As the query_string won't match, the document will not show up.

Dadoonet, Boolean query looks like a very promising solution, but I could not get it to work:

This query (and many other trials) :

{"query": {
    "bool": {
       "must": [
          {
             "knn": {
                  "field": "Phrase_vector", 
                  "query_vector": [0.001, 0.002, 0.003], 
                   "k": 10, 
                   "num_candidates": 100
               }
           }, 
           {
                "query_string": {
                       "default_operator": "AND", 
                       "query": "(myfield:myvalue)"
                 }
            }
          ]
      }
   }, 
"size": 10
}

Produces:

{
    'error': {
            'root_cause': [{'type': 'x_content_parse_exception', 'reason': '[1:38] 
 [bool] failed to parse field [must]'}], 'type': 'x_content_parse_exception', 'reason': '[1:38] [bool] failed to parse field [must]', 'caused_by': {'type': 'illegal_argument_exception', 'reason': '[knn] queries cannot be provided directly, use the [knn] body parameter instead'}
                }, 
'status': 400
}

In the documentation link provided, right below the example you mentionned, there is this example:

[Knn query | Elasticsearch Guide [8.15] | Elastic](Hybrid search with knn query)
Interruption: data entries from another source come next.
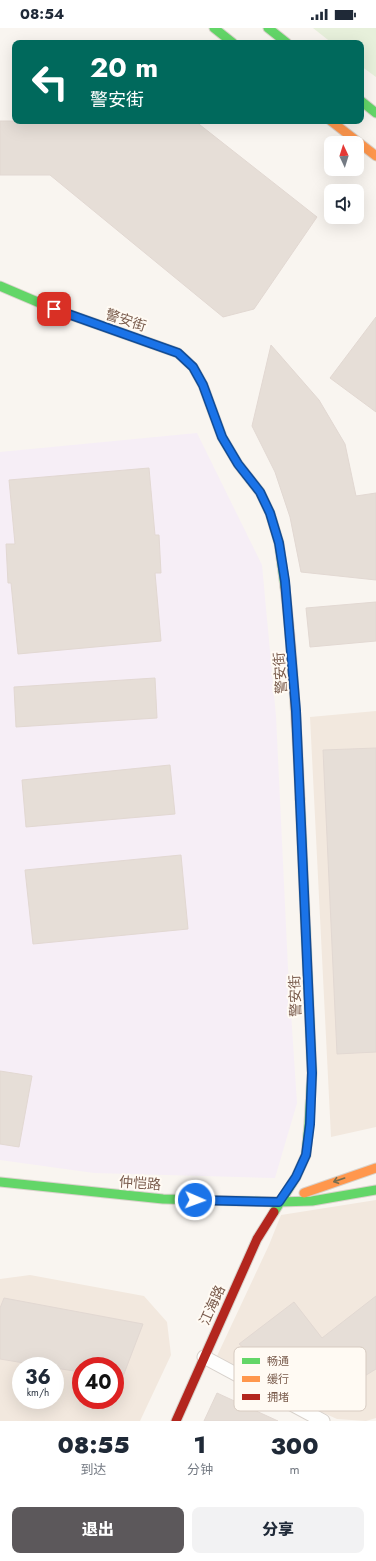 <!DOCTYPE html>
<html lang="zh">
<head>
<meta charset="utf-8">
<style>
  body { margin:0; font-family:Jost,"Noto Sans SC",sans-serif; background:#f2f2f3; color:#1f2937; height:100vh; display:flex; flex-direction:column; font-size:15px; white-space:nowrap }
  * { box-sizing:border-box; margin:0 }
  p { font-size:13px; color:#747a83 }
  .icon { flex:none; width:22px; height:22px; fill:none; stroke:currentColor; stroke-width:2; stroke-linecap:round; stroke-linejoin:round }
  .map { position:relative; height:1393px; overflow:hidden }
  .drawer { display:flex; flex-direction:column; background:#fff; flex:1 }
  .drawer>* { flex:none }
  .banner { position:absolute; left:12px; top:12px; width:352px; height:84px; border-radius:8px; box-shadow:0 4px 16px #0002; background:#00695c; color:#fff; overflow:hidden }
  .needle { width:26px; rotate:356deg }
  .buttons { position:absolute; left:324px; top:108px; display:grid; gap:8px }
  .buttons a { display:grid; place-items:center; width:40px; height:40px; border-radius:8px; background:#fff; box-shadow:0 4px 16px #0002; font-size:20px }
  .speed { position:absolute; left:12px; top:1329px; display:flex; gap:8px; font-size:20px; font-weight:700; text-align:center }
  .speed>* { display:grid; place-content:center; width:52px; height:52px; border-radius:50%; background:#fff; box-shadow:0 4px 16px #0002; line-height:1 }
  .speed small { font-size:10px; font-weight:400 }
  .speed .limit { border:6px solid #d22; background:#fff; color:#111 }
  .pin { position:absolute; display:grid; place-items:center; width:34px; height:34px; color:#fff; margin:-17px; border-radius:8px; box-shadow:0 2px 6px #0006 }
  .me { position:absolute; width:44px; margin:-22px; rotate:92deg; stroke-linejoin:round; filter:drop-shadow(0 0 3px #0008) }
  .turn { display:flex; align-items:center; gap:14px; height:84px; padding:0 12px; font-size:18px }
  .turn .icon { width:52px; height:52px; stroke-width:2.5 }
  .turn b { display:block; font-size:28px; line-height:34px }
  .eta { display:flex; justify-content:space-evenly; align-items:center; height:68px; text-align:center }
  .eta b { font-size:24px; font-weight:800; line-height:28px }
  .primary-button { display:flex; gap:8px; margin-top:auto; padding:8px 12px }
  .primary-button a { flex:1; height:46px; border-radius:8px; background:#5c585b; color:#fff; font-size:16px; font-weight:800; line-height:46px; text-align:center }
  .primary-button a+a { background:#f2f2f3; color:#1f2937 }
  .status { display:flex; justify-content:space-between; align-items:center; height:28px; padding:0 20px; background:#fff; direction:ltr }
  .status svg { height:11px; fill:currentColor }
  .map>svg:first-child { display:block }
  .residential { fill:#f2e8de; fill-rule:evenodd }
  .education { fill:#f6eef6 }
  .green { fill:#e7f0db }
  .building { fill:#e6ded7; stroke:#e2d8d2 }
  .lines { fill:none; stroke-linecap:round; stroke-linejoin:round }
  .lane-casing { stroke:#d7d1cb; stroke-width:15 }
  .fast-casing { stroke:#d9d2cb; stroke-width:11 }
  .slow-casing { stroke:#d9d2cb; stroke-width:11 }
  .jam-casing { stroke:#d9d2cb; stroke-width:11 }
  .lane { stroke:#fefefd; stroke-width:13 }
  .fast { stroke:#63d668; stroke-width:9 }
  .slow { stroke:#ff974d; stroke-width:9 }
  .jam { stroke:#b3261e; stroke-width:9 }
  .oneway { stroke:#776e51 }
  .route-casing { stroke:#114b97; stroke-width:10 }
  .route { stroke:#1a73e8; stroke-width:7 }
  .labels { text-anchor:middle; stroke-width:4; stroke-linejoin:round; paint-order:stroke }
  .street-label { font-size:14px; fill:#7a5c4d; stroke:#fffaf3 }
  .key { fill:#fffaf3; stroke:#d7cbc1; stroke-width:1 }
  .key-label { font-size:11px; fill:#7a5c4d }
</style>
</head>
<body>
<div class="status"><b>08:54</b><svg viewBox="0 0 49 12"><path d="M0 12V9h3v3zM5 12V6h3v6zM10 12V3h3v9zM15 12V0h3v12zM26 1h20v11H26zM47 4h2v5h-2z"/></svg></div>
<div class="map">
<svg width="376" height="1393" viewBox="0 0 376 1393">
  <rect width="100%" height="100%" fill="#f9f5f0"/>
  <path class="residential" d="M376,683V1099L331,1109L310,689Z
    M376,1172V1390L366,1393L337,1391L295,1372L217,1328L269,1217L281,1187Z
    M30,1247L144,1268L167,1294L171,1327L140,1393H0V1251ZM21,1338H55V1372H21ZM81,1338H115V1372H81Z"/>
  <path class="education" d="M197,405L262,537L276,688L288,940L297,1075L275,1150L94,1145L0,1132V424Z"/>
  <path class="green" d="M313,0H376V49L361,38V15H332Z"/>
  <path class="building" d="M0,93H195L317,189L254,281L223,289L50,147H0Z
    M376,289V384L330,350Z
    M271,317L319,372L345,416L356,468L376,465V552L301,544L290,489L275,444L252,398Z
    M149,440L155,507H159L161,545H155L161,613L18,626L11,555H8L6,516H15L9,452Z
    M376,574V613L310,619L306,580Z
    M155,650L157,690L16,699L14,659Z
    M376,720V1024L337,1026L323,722Z
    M170,737L175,786L26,799L22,752Z
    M181,827L188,901L33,916L25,842Z
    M0,1043L32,1048L19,1119L0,1116Z
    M376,1268V1341L316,1378L239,1316L294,1274L322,1310Z
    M4,1270L143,1296L122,1351L115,1350V1338H81V1344L55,1340V1338H42L0,1331V1280Z
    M217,1365L278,1393H204Z"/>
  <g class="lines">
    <defs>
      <path id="lane" d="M204,1329L323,1393"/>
      <path id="fast" d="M214,0L233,15
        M268,0L287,15
        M361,73L376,85
        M0,258L54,281L178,325L193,339L203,357L222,409L238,436L260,464L270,485L279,515L285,559
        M0,1154L163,1171L279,1174L312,1173L376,1162
        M274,1184L296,1149L306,1127L309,1096L312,1045L300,771"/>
      <path id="slow" d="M331,93L376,128
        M285,559C293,629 297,700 300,771
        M304,1165L376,1140"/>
      <path id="jam" d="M176,1393L257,1211L274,1184"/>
    </defs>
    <use href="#lane" class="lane-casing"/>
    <use href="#fast" class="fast-casing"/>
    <use href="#slow" class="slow-casing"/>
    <use href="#jam" class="jam-casing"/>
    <use href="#lane" class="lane"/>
    <use href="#fast" class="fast"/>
    <use href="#slow" class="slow"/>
    <use href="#jam" class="jam"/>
  </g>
  <defs><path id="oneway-shaft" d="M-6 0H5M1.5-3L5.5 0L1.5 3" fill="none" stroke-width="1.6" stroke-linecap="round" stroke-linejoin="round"/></defs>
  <use class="oneway" href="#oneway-shaft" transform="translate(339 1152) rotate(161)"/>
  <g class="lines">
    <defs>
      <path id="route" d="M54,281L178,325L193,339L203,357L222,409L238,436L260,464L270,485L279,515L285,553L296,683L312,1045L310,1096L306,1127L296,1149L279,1174L195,1172"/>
    </defs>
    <use href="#route" class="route-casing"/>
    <use href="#route" class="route"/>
  </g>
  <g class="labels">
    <g class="street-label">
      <text transform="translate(126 292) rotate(18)" y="5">警安街</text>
      <text transform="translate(280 645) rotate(-94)" y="5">警安街</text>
      <text transform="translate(295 968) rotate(-92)" y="5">警安街</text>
      <text transform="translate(140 1155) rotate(4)" y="5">仲恺路</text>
      <text transform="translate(212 1277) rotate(-66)" y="5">江海路</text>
    </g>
  </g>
  <rect x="234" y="1319" width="132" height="64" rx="6" class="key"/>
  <rect x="242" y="1330" width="18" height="6" fill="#63d668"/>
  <rect x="242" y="1348" width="18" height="6" fill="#ff974d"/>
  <rect x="242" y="1366" width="18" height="6" fill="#b3261e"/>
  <g class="key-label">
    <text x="267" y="1337">畅通</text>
    <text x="267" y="1355">缓行</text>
    <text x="267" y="1373">拥堵</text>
  </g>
</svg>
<div class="buttons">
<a><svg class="needle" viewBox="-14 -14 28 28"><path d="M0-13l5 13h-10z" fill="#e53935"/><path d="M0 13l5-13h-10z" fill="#747a83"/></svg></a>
<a><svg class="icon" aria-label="sound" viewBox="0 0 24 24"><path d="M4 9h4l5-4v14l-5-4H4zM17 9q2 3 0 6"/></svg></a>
</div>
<div class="speed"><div>36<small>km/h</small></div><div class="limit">40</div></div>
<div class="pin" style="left:54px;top:281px;background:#d93025"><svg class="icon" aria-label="arrive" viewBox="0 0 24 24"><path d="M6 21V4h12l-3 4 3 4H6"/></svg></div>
<svg class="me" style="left:195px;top:1172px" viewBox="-20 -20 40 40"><circle r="17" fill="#1a73e8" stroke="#fff" stroke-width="3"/><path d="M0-11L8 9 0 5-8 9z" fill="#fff"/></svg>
<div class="banner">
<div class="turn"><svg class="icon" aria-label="left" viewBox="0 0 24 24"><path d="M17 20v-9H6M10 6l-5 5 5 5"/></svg><div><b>20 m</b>警安街</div></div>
</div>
</div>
<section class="drawer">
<div class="eta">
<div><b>08:55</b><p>到达</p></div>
<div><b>1</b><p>分钟</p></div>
<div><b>300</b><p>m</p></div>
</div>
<div class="primary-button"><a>退出</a><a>分享</a></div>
</section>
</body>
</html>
This suggests that the boolean query should be possible ( the example is with a match, but it is in the same family than query_string)

query KNN isn't available in 8.11.2 so will need to update to 8.15 for this.

Its also applied as a post filter when added in a bool match.

  1. pre-filtering – filter is applied during the approximate kNN search to ensure that k matching documents are returned.
  2. post-filtering – filter is applied after the approximate kNN search completes, which results in fewer than k results, even when there are enough matching documents.

I came to the same conclusion during the week end:

Vector search KNN is a work in progress, this I can understand, and I have to upgrade our cluster to 8.15.1.

I upgraded to 8.15.1 on my laptop and got a message further in the controls, but not about boolean and knn combination anymore. So that seems to be the solution.

Thank you both for your help. Please close.